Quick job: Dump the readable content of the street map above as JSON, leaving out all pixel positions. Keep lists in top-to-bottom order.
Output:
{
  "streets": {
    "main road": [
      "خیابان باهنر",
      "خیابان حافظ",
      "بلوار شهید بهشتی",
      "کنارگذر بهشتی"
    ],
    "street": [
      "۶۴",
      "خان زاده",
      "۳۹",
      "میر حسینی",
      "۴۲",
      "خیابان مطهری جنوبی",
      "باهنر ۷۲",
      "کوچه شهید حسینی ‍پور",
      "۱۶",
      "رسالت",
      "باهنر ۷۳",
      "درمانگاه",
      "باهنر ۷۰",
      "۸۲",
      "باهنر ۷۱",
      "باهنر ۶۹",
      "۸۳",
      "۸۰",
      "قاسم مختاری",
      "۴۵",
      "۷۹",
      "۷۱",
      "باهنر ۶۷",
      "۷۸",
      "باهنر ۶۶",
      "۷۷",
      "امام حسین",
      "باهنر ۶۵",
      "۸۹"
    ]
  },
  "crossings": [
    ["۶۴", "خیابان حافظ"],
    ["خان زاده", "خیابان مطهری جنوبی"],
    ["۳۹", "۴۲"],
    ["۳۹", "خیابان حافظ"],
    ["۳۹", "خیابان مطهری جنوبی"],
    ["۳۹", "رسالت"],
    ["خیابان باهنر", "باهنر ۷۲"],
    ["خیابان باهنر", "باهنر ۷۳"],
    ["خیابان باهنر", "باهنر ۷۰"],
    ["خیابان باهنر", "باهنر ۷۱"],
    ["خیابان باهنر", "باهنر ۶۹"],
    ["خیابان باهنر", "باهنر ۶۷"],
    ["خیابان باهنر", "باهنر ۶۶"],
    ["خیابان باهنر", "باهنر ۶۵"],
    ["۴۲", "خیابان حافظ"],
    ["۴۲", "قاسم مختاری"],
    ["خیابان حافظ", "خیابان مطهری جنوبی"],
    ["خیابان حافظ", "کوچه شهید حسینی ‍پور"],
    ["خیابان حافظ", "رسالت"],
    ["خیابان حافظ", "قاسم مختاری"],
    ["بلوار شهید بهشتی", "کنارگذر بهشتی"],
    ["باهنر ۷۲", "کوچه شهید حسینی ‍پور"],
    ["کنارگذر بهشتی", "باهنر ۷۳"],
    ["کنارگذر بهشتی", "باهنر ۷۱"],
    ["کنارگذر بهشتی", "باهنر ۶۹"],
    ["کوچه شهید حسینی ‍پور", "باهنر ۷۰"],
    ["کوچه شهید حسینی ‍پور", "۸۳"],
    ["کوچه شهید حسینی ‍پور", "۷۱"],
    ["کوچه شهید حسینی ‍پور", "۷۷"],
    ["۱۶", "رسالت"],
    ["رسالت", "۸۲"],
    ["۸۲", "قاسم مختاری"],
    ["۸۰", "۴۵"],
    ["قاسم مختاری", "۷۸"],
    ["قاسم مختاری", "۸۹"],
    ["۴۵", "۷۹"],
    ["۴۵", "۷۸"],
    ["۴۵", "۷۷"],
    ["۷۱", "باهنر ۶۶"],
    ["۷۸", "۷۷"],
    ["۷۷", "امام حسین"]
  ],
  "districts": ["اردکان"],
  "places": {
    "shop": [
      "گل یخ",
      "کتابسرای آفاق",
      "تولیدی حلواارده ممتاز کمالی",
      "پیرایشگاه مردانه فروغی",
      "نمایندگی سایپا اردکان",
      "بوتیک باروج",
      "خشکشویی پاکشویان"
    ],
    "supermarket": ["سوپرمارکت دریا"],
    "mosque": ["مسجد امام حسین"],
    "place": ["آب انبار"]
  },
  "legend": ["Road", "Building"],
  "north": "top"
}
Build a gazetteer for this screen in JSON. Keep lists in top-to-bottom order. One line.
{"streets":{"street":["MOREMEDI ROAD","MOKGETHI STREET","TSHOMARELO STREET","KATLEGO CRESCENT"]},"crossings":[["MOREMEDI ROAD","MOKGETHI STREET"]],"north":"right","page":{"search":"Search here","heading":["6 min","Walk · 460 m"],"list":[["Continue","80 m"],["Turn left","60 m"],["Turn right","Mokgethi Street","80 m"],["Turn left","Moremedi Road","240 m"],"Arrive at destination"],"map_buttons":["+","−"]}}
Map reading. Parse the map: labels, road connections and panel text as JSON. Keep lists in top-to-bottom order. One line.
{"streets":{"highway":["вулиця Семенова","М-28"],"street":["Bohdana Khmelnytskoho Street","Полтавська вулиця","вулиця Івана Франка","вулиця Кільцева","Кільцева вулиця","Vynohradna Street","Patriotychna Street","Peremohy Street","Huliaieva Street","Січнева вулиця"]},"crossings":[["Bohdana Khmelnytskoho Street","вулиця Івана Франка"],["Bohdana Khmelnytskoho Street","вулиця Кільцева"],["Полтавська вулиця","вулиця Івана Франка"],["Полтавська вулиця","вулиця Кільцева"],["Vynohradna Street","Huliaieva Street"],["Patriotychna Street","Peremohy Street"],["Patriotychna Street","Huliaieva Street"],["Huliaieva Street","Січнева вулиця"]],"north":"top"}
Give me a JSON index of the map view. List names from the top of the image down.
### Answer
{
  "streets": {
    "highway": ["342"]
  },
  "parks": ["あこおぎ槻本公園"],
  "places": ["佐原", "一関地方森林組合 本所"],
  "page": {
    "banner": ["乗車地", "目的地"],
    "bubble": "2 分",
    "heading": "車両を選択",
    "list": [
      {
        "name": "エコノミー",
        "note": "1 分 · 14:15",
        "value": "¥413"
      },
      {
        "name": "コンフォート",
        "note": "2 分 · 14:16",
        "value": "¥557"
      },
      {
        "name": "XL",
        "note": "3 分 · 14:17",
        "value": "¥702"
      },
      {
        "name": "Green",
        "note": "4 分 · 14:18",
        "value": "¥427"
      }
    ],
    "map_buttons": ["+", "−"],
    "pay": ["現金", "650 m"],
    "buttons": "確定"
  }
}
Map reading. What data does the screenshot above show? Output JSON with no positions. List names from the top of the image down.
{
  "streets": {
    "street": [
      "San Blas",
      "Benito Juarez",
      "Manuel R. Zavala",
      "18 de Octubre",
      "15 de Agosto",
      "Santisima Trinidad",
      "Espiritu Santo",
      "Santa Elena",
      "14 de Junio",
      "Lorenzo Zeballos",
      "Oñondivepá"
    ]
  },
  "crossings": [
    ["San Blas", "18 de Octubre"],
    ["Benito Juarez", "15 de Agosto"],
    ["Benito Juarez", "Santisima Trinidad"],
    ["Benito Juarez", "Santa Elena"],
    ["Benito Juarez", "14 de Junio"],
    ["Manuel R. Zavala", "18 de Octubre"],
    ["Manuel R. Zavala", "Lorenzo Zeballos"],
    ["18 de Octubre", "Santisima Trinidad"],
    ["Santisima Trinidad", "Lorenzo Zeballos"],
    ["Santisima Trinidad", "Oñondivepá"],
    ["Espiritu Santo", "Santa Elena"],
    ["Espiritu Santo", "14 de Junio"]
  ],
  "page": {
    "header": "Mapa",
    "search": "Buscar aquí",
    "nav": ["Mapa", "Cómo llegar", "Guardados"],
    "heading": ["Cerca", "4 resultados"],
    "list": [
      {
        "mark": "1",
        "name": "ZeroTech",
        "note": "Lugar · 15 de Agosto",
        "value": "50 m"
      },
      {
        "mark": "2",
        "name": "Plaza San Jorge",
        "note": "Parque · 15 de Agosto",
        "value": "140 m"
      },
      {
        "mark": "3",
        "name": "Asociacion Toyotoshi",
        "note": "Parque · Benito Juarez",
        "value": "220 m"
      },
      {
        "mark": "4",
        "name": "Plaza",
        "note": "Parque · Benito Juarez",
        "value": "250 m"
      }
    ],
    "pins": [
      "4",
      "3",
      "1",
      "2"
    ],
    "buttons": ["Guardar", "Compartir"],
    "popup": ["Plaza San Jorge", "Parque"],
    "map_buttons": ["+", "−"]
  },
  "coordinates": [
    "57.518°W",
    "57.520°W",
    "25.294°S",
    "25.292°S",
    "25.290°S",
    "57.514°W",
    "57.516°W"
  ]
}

▬▬▬▬▬▬

* EXERCISE PROMPT
Looking at the records above, count the lines with the word "Juarez" in them; reply with the number only.

* EXPECTED ANSWER
7